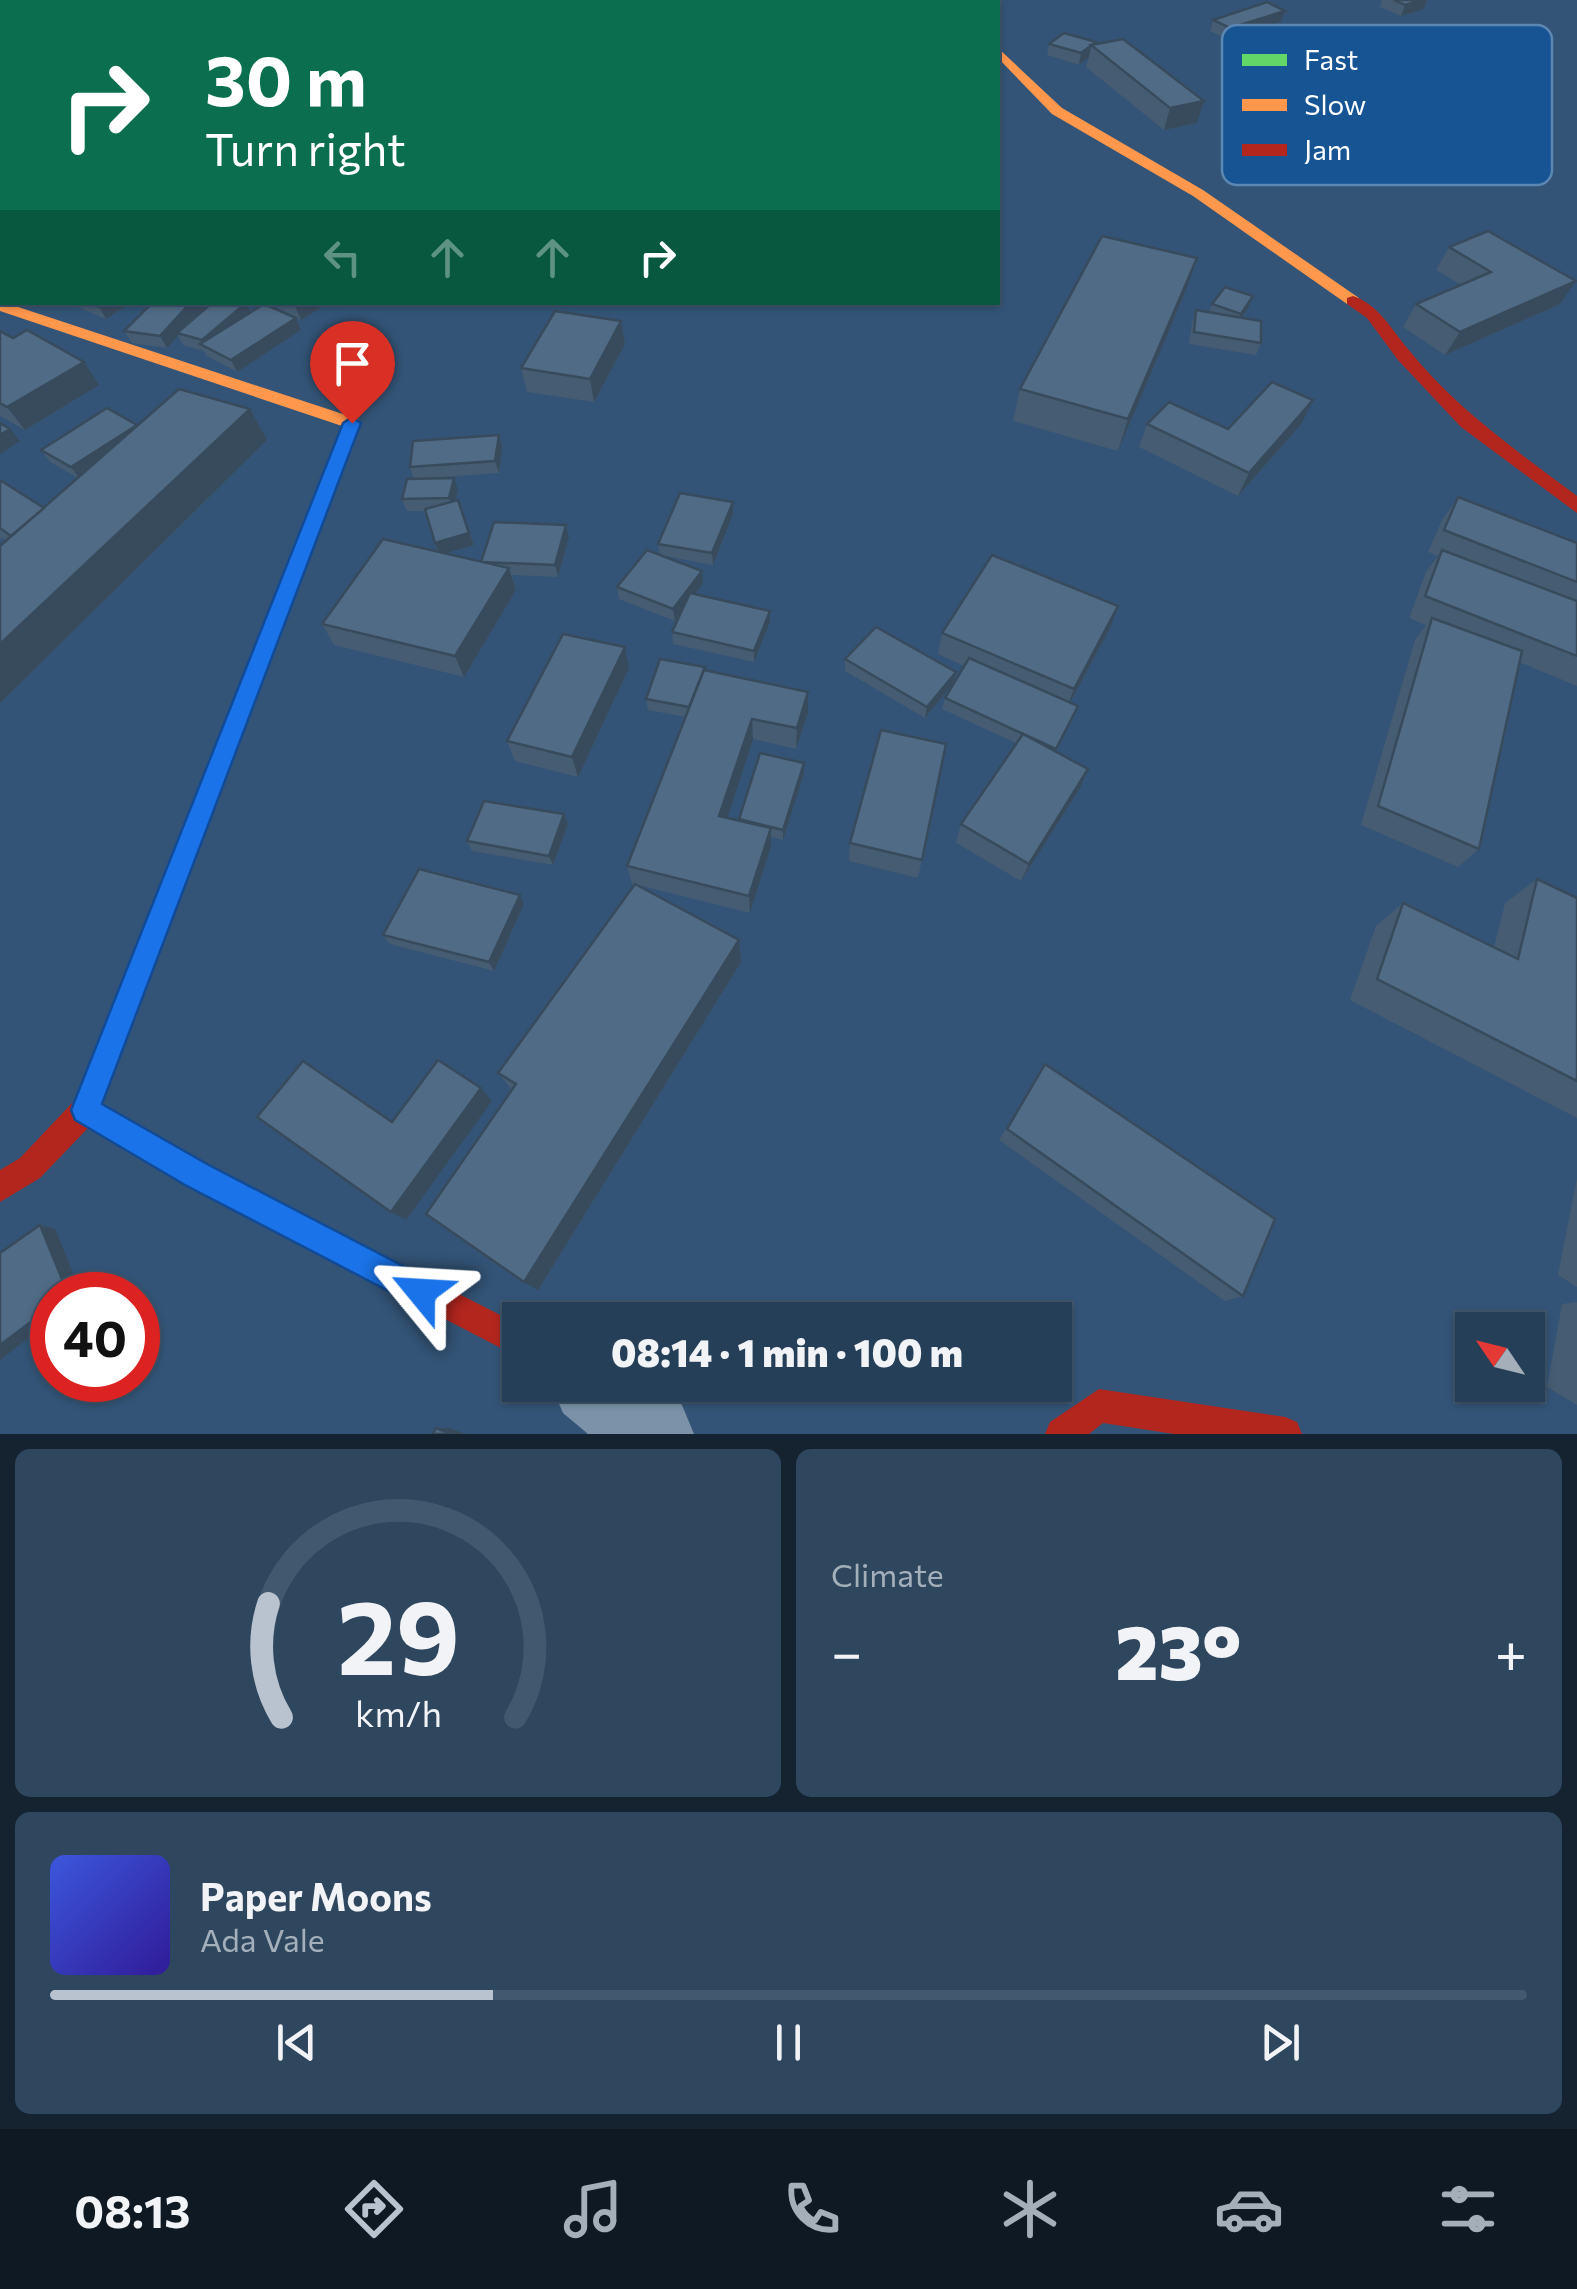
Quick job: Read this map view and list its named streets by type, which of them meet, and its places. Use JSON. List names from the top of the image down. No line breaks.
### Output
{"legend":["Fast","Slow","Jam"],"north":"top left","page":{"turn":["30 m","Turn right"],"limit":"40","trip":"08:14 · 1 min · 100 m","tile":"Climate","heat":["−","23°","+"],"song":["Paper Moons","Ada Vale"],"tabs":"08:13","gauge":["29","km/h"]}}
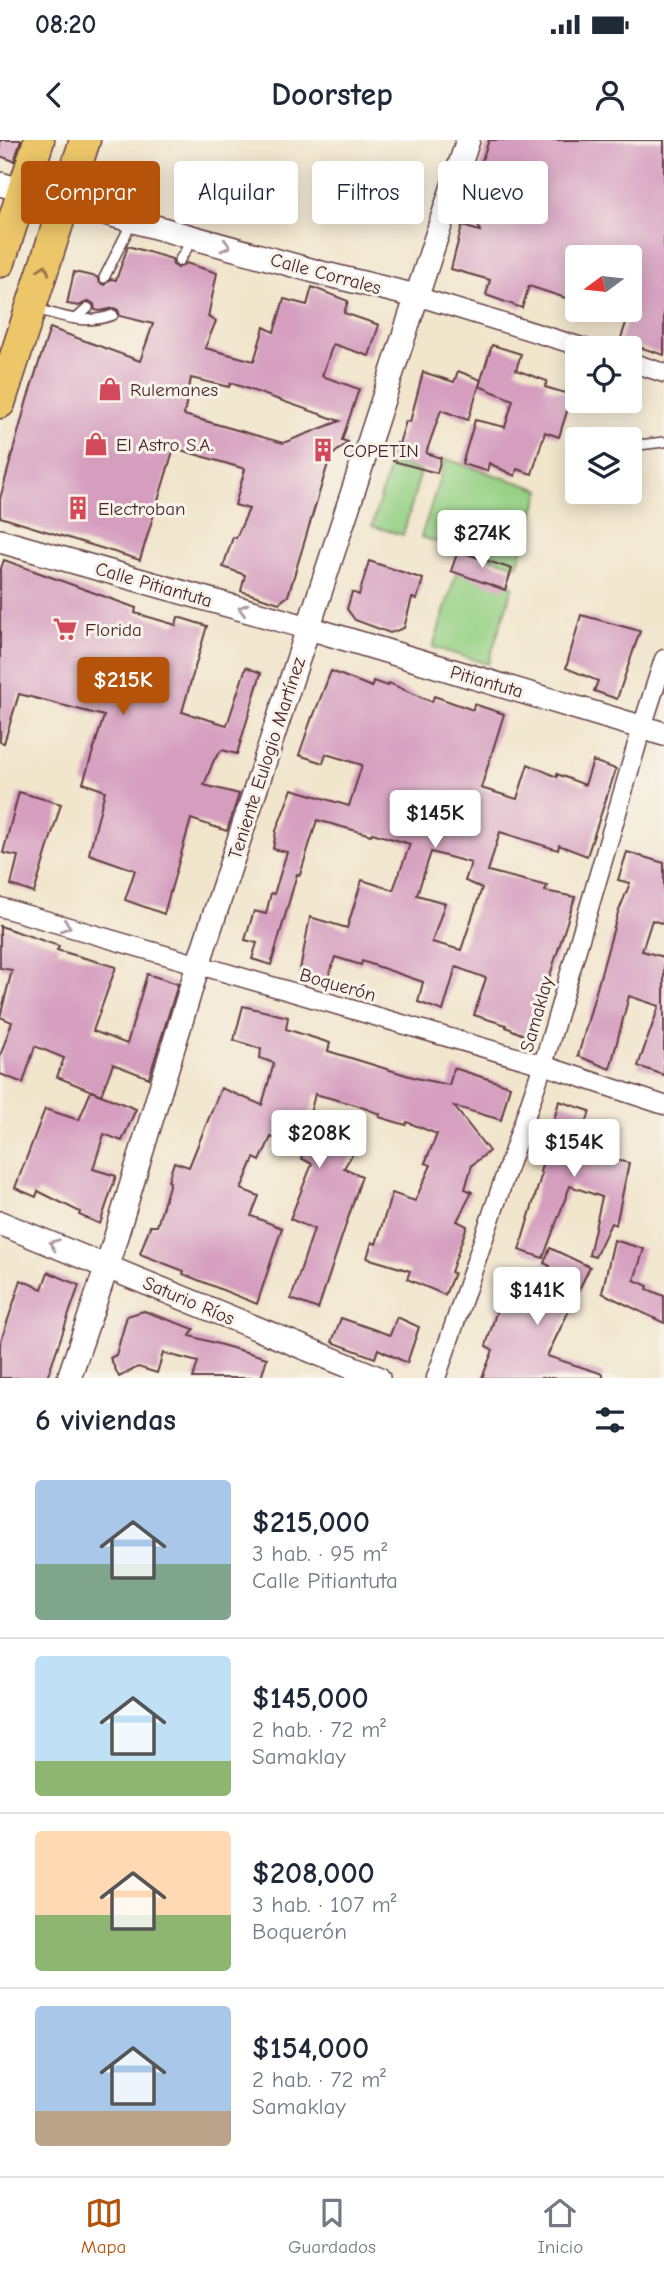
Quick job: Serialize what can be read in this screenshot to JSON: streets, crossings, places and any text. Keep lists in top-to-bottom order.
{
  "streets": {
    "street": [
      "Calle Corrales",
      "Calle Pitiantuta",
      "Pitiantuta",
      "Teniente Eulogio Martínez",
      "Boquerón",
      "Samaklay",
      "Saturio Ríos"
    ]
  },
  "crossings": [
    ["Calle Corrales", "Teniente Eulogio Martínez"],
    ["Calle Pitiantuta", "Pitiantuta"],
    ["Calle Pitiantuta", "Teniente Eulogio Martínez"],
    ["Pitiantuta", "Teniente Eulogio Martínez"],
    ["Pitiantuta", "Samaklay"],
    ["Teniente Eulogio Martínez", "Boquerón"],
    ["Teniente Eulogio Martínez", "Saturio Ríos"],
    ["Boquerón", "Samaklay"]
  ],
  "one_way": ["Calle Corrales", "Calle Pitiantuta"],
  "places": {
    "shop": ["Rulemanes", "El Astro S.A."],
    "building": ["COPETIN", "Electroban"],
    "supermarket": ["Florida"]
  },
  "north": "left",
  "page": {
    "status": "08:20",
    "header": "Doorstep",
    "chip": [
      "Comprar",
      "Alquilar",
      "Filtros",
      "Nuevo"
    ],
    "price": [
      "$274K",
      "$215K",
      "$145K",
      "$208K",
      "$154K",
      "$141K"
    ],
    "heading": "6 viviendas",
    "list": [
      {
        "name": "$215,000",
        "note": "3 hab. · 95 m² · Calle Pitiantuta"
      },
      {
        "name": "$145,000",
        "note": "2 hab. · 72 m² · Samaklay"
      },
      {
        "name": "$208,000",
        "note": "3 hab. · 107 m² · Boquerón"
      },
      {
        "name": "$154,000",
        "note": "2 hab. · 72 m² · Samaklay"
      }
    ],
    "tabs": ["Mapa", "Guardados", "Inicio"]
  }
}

▬▬▬

EXERCISE BRIEF: When you transcribe these entries, keep every word exact and drop the pictures.

REPLY TO THE TASK:
Quick job: Read this map view and list its named streets by type, which of them meet, and its places. Use JSON. List names from the top of the image down. No line breaks.
### Output
{"legend":["Fast","Slow","Jam"],"north":"top left","page":{"turn":["30 m","Turn right"],"limit":"40","trip":"08:14 · 1 min · 100 m","tile":"Climate","heat":["−","23°","+"],"song":["Paper Moons","Ada Vale"],"tabs":"08:13","gauge":["29","km/h"]}}
Quick job: Serialize what can be read in this screenshot to JSON: streets, crossings, places and any text. Keep lists in top-to-bottom order.
{
  "streets": {
    "street": [
      "Calle Corrales",
      "Calle Pitiantuta",
      "Pitiantuta",
      "Teniente Eulogio Martínez",
      "Boquerón",
      "Samaklay",
      "Saturio Ríos"
    ]
  },
  "crossings": [
    ["Calle Corrales", "Teniente Eulogio Martínez"],
    ["Calle Pitiantuta", "Pitiantuta"],
    ["Calle Pitiantuta", "Teniente Eulogio Martínez"],
    ["Pitiantuta", "Teniente Eulogio Martínez"],
    ["Pitiantuta", "Samaklay"],
    ["Teniente Eulogio Martínez", "Boquerón"],
    ["Teniente Eulogio Martínez", "Saturio Ríos"],
    ["Boquerón", "Samaklay"]
  ],
  "one_way": ["Calle Corrales", "Calle Pitiantuta"],
  "places": {
    "shop": ["Rulemanes", "El Astro S.A."],
    "building": ["COPETIN", "Electroban"],
    "supermarket": ["Florida"]
  },
  "north": "left",
  "page": {
    "status": "08:20",
    "header": "Doorstep",
    "chip": [
      "Comprar",
      "Alquilar",
      "Filtros",
      "Nuevo"
    ],
    "price": [
      "$274K",
      "$215K",
      "$145K",
      "$208K",
      "$154K",
      "$141K"
    ],
    "heading": "6 viviendas",
    "list": [
      {
        "name": "$215,000",
        "note": "3 hab. · 95 m² · Calle Pitiantuta"
      },
      {
        "name": "$145,000",
        "note": "2 hab. · 72 m² · Samaklay"
      },
      {
        "name": "$208,000",
        "note": "3 hab. · 107 m² · Boquerón"
      },
      {
        "name": "$154,000",
        "note": "2 hab. · 72 m² · Samaklay"
      }
    ],
    "tabs": ["Mapa", "Guardados", "Inicio"]
  }
}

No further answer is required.